Exercise:
Look through the material for lines with the word "view", and copy each one.

Data in this exercise:
════════════════

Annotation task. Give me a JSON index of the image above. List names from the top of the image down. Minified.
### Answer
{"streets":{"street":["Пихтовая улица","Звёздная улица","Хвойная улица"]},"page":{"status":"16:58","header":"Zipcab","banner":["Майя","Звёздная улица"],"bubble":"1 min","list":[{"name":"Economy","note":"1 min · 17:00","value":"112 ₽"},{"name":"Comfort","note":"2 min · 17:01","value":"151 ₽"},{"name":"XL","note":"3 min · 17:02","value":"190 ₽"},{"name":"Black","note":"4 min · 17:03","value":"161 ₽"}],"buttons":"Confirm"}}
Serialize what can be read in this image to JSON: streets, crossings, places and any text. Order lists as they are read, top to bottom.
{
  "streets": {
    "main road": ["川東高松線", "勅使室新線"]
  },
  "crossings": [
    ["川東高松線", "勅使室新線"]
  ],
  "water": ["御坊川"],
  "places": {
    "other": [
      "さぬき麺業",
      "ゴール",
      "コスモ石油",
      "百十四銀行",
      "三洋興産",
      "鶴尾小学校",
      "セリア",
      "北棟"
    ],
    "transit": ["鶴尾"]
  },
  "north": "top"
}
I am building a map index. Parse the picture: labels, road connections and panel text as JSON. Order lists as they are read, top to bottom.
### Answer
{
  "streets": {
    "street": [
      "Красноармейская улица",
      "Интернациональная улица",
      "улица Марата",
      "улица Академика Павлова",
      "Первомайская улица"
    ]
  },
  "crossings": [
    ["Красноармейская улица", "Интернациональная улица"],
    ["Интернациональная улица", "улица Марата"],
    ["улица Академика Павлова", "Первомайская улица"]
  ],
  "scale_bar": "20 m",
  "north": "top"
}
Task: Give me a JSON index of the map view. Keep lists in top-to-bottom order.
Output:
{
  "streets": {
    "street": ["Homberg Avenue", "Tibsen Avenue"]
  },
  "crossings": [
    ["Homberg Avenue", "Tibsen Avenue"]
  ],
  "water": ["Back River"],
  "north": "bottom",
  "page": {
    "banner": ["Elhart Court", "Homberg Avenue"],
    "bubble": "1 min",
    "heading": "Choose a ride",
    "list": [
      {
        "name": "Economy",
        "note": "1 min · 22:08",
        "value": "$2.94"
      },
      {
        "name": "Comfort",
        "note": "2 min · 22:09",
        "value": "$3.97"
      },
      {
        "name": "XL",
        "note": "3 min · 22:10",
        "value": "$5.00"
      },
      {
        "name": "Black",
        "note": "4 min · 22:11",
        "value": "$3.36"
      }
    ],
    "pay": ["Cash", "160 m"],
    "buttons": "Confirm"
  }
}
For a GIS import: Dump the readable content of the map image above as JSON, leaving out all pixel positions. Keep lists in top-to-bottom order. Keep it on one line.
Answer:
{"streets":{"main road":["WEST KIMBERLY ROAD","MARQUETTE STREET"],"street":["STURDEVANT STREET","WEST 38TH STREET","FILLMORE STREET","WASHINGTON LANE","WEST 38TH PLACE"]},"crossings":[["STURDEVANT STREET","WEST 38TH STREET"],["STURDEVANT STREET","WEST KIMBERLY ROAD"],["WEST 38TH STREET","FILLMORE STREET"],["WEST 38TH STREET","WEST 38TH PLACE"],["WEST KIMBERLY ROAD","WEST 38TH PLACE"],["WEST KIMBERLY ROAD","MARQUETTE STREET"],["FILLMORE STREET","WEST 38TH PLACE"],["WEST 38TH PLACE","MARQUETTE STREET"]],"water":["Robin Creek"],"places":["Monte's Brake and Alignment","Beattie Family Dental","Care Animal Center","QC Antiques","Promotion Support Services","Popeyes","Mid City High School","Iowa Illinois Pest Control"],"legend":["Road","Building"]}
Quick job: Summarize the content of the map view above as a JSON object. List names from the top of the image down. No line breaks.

════════════════

Response:
Task: Give me a JSON index of the map view. Keep lists in top-to-bottom order.
Quick job: Summarize the content of the map view above as a JSON object. List names from the top of the image down. No line breaks.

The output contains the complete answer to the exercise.